(Dataset extract)
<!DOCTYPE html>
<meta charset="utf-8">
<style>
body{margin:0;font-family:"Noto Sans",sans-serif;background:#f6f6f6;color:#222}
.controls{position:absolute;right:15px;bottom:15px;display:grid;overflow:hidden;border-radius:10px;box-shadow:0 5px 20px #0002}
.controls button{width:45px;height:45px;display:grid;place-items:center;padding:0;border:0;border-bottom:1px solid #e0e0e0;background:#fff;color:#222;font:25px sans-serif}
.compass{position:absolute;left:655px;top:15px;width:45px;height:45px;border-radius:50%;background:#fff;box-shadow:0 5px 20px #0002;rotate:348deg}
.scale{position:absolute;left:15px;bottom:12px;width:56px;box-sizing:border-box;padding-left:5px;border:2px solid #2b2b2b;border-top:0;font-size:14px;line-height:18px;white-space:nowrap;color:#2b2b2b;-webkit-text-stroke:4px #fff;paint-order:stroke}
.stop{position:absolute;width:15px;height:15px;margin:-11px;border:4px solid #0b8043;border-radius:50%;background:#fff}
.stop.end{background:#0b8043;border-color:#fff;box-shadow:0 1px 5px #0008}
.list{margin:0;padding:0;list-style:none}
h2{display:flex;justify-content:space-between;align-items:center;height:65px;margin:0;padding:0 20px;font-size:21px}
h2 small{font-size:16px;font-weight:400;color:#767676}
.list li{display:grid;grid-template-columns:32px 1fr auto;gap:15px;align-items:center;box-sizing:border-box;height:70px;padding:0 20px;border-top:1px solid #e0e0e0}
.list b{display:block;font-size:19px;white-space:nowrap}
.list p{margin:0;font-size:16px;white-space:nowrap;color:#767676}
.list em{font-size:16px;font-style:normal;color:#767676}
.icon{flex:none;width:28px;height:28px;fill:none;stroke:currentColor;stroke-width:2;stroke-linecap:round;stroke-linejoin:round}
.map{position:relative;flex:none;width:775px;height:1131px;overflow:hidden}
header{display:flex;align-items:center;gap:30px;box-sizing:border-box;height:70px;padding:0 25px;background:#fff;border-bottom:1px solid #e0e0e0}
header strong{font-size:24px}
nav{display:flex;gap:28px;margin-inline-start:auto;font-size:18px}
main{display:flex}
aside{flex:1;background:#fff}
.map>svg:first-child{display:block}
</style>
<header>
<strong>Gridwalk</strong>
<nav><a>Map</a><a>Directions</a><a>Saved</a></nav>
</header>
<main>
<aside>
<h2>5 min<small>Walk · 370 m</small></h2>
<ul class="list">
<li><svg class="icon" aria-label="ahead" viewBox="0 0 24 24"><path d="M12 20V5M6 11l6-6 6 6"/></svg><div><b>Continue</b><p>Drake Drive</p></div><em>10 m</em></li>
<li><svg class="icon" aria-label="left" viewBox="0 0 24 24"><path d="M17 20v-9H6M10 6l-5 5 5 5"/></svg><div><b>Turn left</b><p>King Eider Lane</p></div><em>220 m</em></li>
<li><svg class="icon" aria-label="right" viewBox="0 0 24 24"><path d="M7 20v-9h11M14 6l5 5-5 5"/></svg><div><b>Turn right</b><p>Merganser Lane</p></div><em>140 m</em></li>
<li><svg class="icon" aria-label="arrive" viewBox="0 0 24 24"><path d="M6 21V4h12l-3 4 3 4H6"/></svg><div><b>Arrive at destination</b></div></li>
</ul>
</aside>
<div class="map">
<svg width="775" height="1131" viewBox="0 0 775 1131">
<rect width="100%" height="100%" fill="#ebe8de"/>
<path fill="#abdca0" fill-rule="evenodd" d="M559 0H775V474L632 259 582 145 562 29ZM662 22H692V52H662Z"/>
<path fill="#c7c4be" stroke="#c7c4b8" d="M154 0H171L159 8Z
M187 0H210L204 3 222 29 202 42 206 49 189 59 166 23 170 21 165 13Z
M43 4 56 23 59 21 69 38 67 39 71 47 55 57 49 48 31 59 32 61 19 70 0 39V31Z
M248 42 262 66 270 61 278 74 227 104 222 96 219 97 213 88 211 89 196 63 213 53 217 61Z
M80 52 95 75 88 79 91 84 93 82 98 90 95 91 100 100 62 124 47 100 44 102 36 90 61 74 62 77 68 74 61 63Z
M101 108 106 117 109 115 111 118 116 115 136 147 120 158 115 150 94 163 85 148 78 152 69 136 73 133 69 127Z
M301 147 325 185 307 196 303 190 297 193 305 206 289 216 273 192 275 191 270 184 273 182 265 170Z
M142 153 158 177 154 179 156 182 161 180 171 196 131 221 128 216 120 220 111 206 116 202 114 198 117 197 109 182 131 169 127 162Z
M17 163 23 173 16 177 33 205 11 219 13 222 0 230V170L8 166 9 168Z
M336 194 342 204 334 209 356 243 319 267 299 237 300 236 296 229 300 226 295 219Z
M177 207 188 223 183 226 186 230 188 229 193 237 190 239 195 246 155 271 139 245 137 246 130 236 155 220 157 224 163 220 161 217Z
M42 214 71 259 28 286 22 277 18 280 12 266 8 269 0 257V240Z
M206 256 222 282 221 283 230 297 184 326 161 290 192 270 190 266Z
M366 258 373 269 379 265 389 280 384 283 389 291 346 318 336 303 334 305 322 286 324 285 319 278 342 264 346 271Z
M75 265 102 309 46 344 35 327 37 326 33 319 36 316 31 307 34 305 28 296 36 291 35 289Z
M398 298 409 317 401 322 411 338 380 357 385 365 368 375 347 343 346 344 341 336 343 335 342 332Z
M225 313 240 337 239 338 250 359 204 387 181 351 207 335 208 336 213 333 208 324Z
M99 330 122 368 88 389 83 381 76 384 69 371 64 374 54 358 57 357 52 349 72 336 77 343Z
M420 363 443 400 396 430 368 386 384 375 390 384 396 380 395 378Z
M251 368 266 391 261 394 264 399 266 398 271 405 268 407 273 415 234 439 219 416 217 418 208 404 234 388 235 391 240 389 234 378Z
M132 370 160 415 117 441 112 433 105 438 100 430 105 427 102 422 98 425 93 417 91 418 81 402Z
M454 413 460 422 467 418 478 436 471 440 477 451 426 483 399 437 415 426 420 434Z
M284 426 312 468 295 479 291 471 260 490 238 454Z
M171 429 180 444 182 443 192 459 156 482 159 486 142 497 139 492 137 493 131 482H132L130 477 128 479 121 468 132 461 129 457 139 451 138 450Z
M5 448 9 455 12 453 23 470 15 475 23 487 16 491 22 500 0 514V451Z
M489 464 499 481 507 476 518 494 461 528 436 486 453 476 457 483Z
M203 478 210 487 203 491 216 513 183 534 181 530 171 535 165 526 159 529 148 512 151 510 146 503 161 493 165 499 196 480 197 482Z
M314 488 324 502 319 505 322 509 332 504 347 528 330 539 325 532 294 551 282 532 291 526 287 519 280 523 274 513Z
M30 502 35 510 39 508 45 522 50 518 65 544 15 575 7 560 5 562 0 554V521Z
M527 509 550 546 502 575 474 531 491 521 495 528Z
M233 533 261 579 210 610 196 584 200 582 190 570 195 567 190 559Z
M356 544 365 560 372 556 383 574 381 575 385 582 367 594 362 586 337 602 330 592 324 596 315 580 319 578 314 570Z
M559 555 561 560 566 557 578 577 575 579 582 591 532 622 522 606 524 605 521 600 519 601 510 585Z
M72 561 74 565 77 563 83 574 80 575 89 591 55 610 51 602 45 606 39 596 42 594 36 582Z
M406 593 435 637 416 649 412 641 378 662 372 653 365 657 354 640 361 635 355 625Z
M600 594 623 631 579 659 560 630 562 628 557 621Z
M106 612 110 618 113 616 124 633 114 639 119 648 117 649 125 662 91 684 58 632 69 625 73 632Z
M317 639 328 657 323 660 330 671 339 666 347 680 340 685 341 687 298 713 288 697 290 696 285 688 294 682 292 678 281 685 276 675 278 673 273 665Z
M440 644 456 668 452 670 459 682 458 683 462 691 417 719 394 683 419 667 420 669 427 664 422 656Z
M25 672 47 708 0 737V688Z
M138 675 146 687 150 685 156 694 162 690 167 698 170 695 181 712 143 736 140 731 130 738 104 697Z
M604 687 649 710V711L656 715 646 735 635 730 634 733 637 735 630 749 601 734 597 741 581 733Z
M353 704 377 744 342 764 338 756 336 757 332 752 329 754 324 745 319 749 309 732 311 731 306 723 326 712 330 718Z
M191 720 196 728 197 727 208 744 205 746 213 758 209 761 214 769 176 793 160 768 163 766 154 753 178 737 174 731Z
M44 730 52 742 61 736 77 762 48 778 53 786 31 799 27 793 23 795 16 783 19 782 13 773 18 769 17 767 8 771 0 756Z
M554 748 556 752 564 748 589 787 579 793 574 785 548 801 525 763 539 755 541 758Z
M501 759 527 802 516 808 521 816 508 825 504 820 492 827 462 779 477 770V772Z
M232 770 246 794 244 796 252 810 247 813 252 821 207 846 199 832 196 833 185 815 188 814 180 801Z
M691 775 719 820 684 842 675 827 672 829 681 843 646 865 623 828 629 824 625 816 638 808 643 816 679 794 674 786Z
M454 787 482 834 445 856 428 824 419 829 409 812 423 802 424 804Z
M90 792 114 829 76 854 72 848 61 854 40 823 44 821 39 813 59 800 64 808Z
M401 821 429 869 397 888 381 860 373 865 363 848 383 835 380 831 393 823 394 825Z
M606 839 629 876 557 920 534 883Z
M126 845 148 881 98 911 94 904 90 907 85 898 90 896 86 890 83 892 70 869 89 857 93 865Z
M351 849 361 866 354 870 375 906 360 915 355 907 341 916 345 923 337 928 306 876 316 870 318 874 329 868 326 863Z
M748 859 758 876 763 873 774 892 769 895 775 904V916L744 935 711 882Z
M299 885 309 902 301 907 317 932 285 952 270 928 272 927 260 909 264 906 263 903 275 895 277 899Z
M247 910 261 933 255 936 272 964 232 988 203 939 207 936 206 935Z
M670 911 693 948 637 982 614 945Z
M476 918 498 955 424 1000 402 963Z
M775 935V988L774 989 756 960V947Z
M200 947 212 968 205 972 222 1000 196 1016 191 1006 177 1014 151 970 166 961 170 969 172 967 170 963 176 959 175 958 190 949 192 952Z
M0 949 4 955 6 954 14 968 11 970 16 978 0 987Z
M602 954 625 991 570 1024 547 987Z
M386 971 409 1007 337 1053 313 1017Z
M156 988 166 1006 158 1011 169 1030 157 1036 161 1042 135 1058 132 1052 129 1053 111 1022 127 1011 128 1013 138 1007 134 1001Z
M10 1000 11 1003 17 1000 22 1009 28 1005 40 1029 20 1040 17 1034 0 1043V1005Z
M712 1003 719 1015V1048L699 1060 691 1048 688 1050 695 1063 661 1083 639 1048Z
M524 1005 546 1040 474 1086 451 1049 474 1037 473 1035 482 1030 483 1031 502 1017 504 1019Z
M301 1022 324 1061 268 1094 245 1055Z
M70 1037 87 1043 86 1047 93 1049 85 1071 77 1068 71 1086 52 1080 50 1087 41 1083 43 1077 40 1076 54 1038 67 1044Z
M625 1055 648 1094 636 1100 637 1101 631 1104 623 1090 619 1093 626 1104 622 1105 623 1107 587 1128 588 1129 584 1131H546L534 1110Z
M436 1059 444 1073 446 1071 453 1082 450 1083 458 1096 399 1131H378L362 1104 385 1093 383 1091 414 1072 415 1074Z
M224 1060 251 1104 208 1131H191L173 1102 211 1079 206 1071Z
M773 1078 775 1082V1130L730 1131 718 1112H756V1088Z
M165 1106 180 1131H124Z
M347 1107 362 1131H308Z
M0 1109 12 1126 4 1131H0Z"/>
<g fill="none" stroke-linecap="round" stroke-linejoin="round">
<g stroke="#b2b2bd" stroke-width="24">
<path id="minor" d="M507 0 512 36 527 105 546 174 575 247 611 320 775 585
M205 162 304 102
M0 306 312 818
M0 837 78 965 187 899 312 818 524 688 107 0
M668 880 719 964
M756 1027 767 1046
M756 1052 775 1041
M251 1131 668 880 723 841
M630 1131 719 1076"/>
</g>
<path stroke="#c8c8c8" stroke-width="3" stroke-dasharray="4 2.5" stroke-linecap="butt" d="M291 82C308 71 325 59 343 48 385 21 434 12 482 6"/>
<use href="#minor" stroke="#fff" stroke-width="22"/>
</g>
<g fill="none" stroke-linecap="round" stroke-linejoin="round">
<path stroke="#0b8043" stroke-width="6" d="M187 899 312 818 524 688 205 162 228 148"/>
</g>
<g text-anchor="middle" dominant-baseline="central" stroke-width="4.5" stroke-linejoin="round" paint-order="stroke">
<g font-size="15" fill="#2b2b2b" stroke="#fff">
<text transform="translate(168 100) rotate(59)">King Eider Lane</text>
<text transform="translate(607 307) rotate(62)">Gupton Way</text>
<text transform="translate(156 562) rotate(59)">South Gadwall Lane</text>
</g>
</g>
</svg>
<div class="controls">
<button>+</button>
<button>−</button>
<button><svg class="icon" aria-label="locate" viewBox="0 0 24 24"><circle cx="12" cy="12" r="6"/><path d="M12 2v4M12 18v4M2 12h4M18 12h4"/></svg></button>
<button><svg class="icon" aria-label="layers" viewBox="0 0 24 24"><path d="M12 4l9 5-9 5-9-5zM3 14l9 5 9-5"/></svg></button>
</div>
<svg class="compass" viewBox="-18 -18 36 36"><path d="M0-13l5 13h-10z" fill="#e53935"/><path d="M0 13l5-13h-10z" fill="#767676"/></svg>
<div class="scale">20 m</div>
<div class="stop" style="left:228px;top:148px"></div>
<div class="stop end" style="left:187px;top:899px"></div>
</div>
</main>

(Exercise)
All lines in the data above from the one with "M0 837 78 965 187 899 312 818 524 688 107 0" through the one with "<button>+</button>" must be repeated exactly, and no others.

(Answer section)
M0 837 78 965 187 899 312 818 524 688 107 0
M668 880 719 964
M756 1027 767 1046
M756 1052 775 1041
M251 1131 668 880 723 841
M630 1131 719 1076"/>
</g>
<path stroke="#c8c8c8" stroke-width="3" stroke-dasharray="4 2.5" stroke-linecap="butt" d="M291 82C308 71 325 59 343 48 385 21 434 12 482 6"/>
<use href="#minor" stroke="#fff" stroke-width="22"/>
</g>
<g fill="none" stroke-linecap="round" stroke-linejoin="round">
<path stroke="#0b8043" stroke-width="6" d="M187 899 312 818 524 688 205 162 228 148"/>
</g>
<g text-anchor="middle" dominant-baseline="central" stroke-width="4.5" stroke-linejoin="round" paint-order="stroke">
<g font-size="15" fill="#2b2b2b" stroke="#fff">
<text transform="translate(168 100) rotate(59)">King Eider Lane</text>
<text transform="translate(607 307) rotate(62)">Gupton Way</text>
<text transform="translate(156 562) rotate(59)">South Gadwall Lane</text>
</g>
</g>
</svg>
<div class="controls">
<button>+</button>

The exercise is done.